You need time to heal


----------



## Frostflower (Jul 22, 2012)

I agree with Kindi. Don't do that to yourself or to the person you might date. It wouldn't be fair. Take this in-between time for yourself so that when you do date, you are sure you are the best you can be and that you aren't dragging the old relationship into the new one.


----------



## mattyjman (Jun 6, 2012)

Oh yes... im nervous about dating again... but its not going to happen right awqy for sure ... i need some me time to do more exploration and understanding of myself. Ive never been without someone, so i think sone alone time will give me some much needed opportunities to explore who i am WITHOUT someone else by my side.

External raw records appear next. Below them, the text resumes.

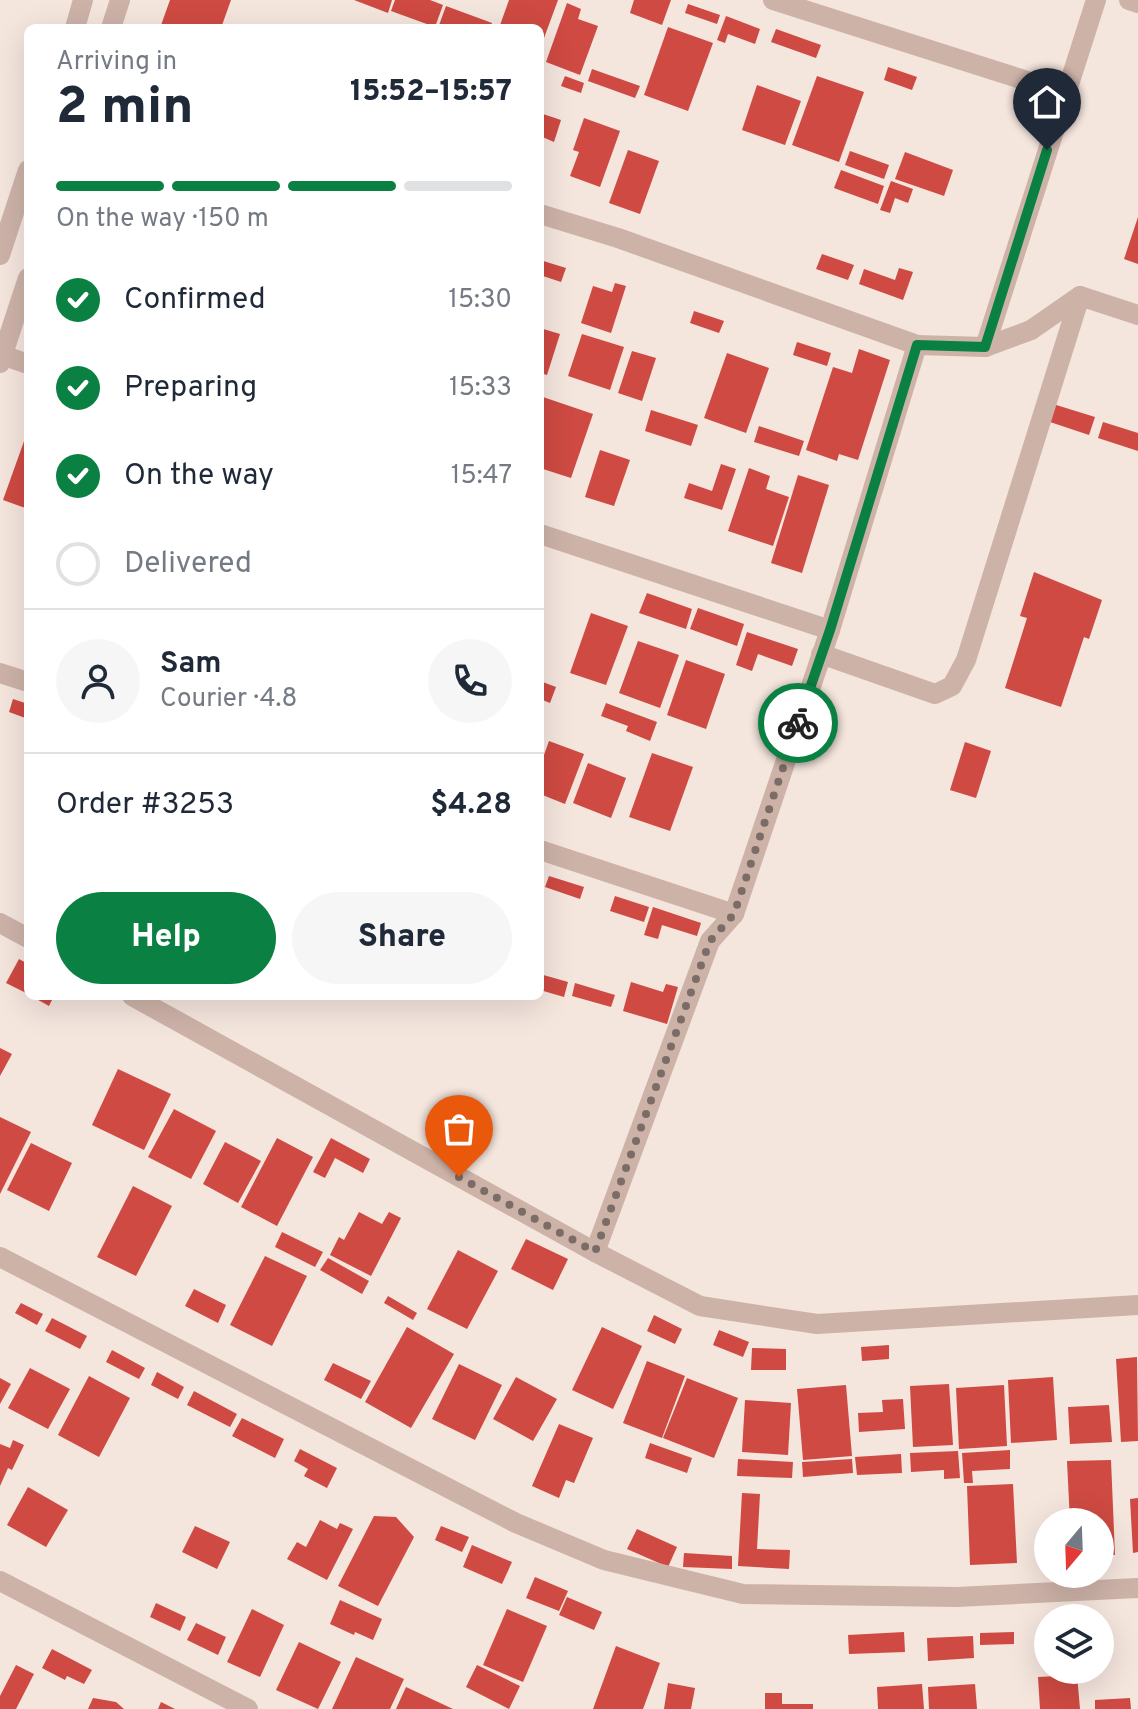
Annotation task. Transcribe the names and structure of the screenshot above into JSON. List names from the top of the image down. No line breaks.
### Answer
{"north":"bottom","page":{"heading":["2 min","Arriving in","15:52–15:57"],"panel":["Sam","Courier · 4.8","Order #3253","$4.28"],"bar":"On the way · 150 m","list":[["Confirmed","15:30"],["Preparing","15:33"],["On the way","15:47"],"Delivered"],"buttons":["Help","Share"]}}
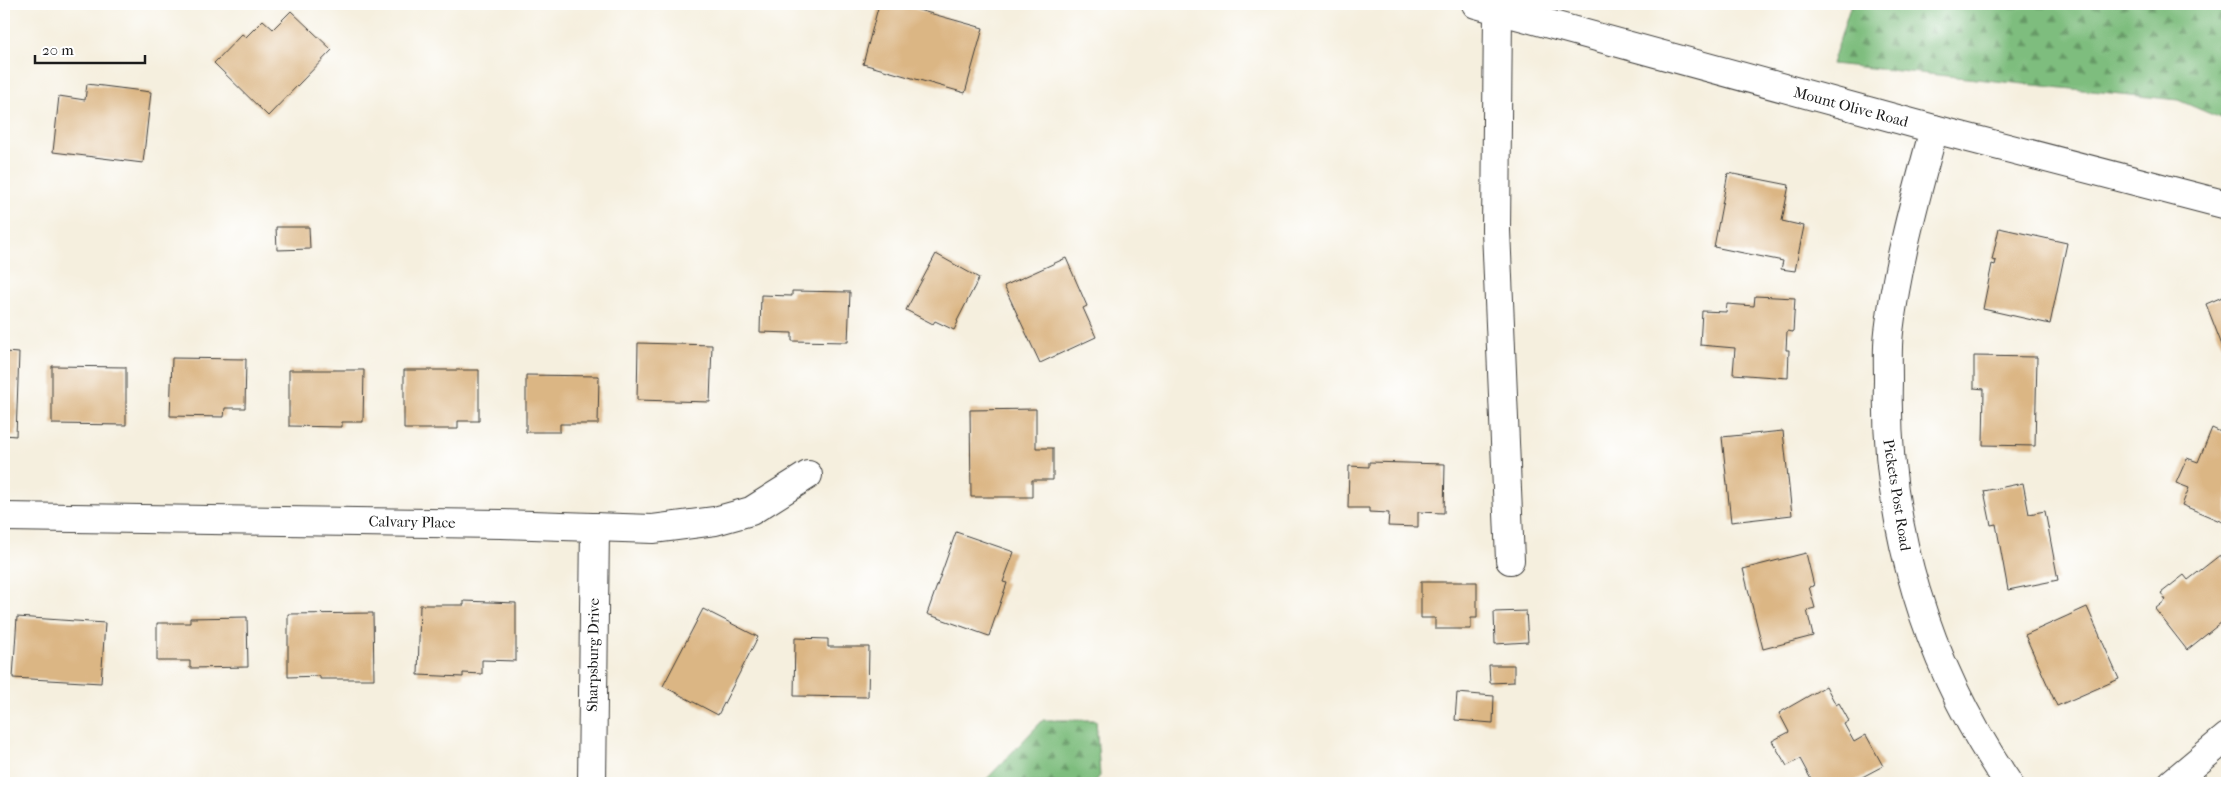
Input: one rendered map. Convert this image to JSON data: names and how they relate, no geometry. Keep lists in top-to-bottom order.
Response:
{
  "streets": {
    "street": [
      "Mount Olive Road",
      "Pickets Post Road",
      "Calvary Place",
      "Sharpsburg Drive"
    ]
  },
  "crossings": [
    ["Mount Olive Road", "Pickets Post Road"],
    ["Calvary Place", "Sharpsburg Drive"]
  ],
  "scale_bar": "20 m"
}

I know this will sound a little weird, but what guidelines do you guys have for moving past/on quickly? I do ntmean getting back in a relationship, but things that you do or should do to "normalize" you after a long term relationship.
_Posted via Mobile Device_


----------



## Frostflower (Jul 22, 2012)

mattyjman said:


> Oh yes... im nervous about dating again... but its not going to happen right awqy for sure ... i need some me time to do more exploration and understanding of myself. Ive never been without someone, so i think sone alone time will give me some much needed opportunities to explore who i am WITHOUT someone else by my side.
> 
> I know this will sound a little weird, but what guidelines do you guys have for moving past/on quickly? I do ntmean getting back in a relationship, but things that you do or should do to "normalize" you after a long term relationship.
> _Posted via Mobile Device_


Don't know that I can really answer that. When school was in, going to work helped keep things somewhat normal. Now that's out for the summer, catching up on stuff around the house helps, but not as much. Seeing friends helps although I don't do enough of that. I started doing a hobby I enjoy that I hadn't done for years. That helps while I'm doing it. 

I think the only thing that will really help is time. And I think that eventually 'normal' will look different than it did before.


----------



## frigginlost (Oct 5, 2011)

mattyjman said:


> I know this will sound a little weird, but what guidelines do you guys have for moving past/on quickly? I do ntmean getting back in a relationship, but things that you do or should do to "normalize" you after a long term relationship.
> _Posted via Mobile Device_


Why move on quickly? -- There is nothing "normal" after a long term relationship. You're gonna learn things about yourself and that is going to take time. If you ignore this part of the process by trying to move on to quickly, you may find yourself in a worse place.

Don't rush things.


----------



## mattyjman (Jun 6, 2012)

^ move on in terms of dealing with grief, pain of loss, etc... even though i'm pushing for divorce (well, it's mutual i guess) I am under no illusions that i will have a time where i miss her, want her back, etc... me head says this is a good decision, but my heart doesn't quite agree. so moving past that point... this is what i anticipate my struggle being..

i'm in no hurry to get shacked up again... not at all. so in terms of "moving on" in my question, it's not what you are suggesting.


----------



## Jojara (Aug 1, 2012)

After I divorced my kids father, I started going to an amazing class. It was taught by a team of psychologists about this very thing. 

Anyway, we learned that one of the steps people go through after a divorce is called, "come close but go away". Basically, you want to be close to someone, and push really hard for that intimacy and familiarity....then all of a sudden BAM...from out of nowhere you pull back. You start making excuses why its a bad idea, etc...kind of a self sabotage. It happens when you push too hard too soon to get into a relationship. Supposedly the relationships that follow a significant one need to be REALLY REALLY slow to develop- ease into things.

Dont know if this helps any....


----------



## Dadwithtwolittlegirls (Jul 23, 2012)

What was the reason for the break-up.. how old are you.. how long were you married, do you have any kids?


----------



## mattyjman (Jun 6, 2012)

^ no kids, we just can't come together on goals and we are virtually incompatible in pretty much every way, and been married for 6 years - I'll be 29 in a few weeks.


----------